→ Instructions for the task
The data that follows should be copied out exactly.

→ Record set

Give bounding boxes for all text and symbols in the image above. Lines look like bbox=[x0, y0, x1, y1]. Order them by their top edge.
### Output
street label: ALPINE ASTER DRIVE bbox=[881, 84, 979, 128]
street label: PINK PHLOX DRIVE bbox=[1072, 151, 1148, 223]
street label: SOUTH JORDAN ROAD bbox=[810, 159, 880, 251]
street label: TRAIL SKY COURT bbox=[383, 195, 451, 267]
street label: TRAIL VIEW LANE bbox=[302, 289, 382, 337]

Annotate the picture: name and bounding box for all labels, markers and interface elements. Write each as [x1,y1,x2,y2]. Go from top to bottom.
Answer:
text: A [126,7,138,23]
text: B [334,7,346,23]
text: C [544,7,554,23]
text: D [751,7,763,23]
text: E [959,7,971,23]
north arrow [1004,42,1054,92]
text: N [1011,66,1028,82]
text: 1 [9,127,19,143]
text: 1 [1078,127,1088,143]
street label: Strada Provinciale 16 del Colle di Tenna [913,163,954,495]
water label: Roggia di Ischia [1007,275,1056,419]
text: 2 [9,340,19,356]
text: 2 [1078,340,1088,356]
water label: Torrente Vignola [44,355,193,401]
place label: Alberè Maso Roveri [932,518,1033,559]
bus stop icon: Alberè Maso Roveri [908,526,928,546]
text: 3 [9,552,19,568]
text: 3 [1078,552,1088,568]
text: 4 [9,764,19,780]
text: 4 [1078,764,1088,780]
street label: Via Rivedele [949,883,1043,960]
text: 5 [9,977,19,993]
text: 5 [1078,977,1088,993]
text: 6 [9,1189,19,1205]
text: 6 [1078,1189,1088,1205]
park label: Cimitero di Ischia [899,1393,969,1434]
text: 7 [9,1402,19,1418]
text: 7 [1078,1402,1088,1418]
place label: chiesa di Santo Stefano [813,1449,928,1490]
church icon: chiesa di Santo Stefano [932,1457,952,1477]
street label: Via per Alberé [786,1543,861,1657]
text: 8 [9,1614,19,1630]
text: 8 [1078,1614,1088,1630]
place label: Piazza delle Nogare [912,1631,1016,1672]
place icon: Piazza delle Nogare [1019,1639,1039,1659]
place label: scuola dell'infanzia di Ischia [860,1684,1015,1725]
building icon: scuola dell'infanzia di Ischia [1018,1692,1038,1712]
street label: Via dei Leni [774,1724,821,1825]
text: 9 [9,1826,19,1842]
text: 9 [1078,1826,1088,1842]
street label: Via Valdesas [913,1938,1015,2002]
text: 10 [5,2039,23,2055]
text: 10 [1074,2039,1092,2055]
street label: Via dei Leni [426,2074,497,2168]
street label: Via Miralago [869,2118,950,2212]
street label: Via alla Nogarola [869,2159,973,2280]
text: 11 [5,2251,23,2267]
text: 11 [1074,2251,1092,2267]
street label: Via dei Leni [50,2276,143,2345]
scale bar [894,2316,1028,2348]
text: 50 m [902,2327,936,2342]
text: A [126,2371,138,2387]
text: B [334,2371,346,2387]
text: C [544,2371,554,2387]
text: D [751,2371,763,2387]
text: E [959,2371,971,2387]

→ Solution for this problem
Give bounding boxes for all text and symbols in the image above. Lines look like bbox=[x0, y0, x1, y1]. Order them by their top edge.
### Output
street label: ALPINE ASTER DRIVE bbox=[881, 84, 979, 128]
street label: PINK PHLOX DRIVE bbox=[1072, 151, 1148, 223]
street label: SOUTH JORDAN ROAD bbox=[810, 159, 880, 251]
street label: TRAIL SKY COURT bbox=[383, 195, 451, 267]
street label: TRAIL VIEW LANE bbox=[302, 289, 382, 337]

Annotate the picture: name and bounding box for all labels, markers and interface elements. Write each as [x1,y1,x2,y2]. Go from top to bottom.
Answer:
text: A [126,7,138,23]
text: B [334,7,346,23]
text: C [544,7,554,23]
text: D [751,7,763,23]
text: E [959,7,971,23]
north arrow [1004,42,1054,92]
text: N [1011,66,1028,82]
text: 1 [9,127,19,143]
text: 1 [1078,127,1088,143]
street label: Strada Provinciale 16 del Colle di Tenna [913,163,954,495]
water label: Roggia di Ischia [1007,275,1056,419]
text: 2 [9,340,19,356]
text: 2 [1078,340,1088,356]
water label: Torrente Vignola [44,355,193,401]
place label: Alberè Maso Roveri [932,518,1033,559]
bus stop icon: Alberè Maso Roveri [908,526,928,546]
text: 3 [9,552,19,568]
text: 3 [1078,552,1088,568]
text: 4 [9,764,19,780]
text: 4 [1078,764,1088,780]
street label: Via Rivedele [949,883,1043,960]
text: 5 [9,977,19,993]
text: 5 [1078,977,1088,993]
text: 6 [9,1189,19,1205]
text: 6 [1078,1189,1088,1205]
park label: Cimitero di Ischia [899,1393,969,1434]
text: 7 [9,1402,19,1418]
text: 7 [1078,1402,1088,1418]
place label: chiesa di Santo Stefano [813,1449,928,1490]
church icon: chiesa di Santo Stefano [932,1457,952,1477]
street label: Via per Alberé [786,1543,861,1657]
text: 8 [9,1614,19,1630]
text: 8 [1078,1614,1088,1630]
place label: Piazza delle Nogare [912,1631,1016,1672]
place icon: Piazza delle Nogare [1019,1639,1039,1659]
place label: scuola dell'infanzia di Ischia [860,1684,1015,1725]
building icon: scuola dell'infanzia di Ischia [1018,1692,1038,1712]
street label: Via dei Leni [774,1724,821,1825]
text: 9 [9,1826,19,1842]
text: 9 [1078,1826,1088,1842]
street label: Via Valdesas [913,1938,1015,2002]
text: 10 [5,2039,23,2055]
text: 10 [1074,2039,1092,2055]
street label: Via dei Leni [426,2074,497,2168]
street label: Via Miralago [869,2118,950,2212]
street label: Via alla Nogarola [869,2159,973,2280]
text: 11 [5,2251,23,2267]
text: 11 [1074,2251,1092,2267]
street label: Via dei Leni [50,2276,143,2345]
scale bar [894,2316,1028,2348]
text: 50 m [902,2327,936,2342]
text: A [126,2371,138,2387]
text: B [334,2371,346,2387]
text: C [544,2371,554,2387]
text: D [751,2371,763,2387]
text: E [959,2371,971,2387]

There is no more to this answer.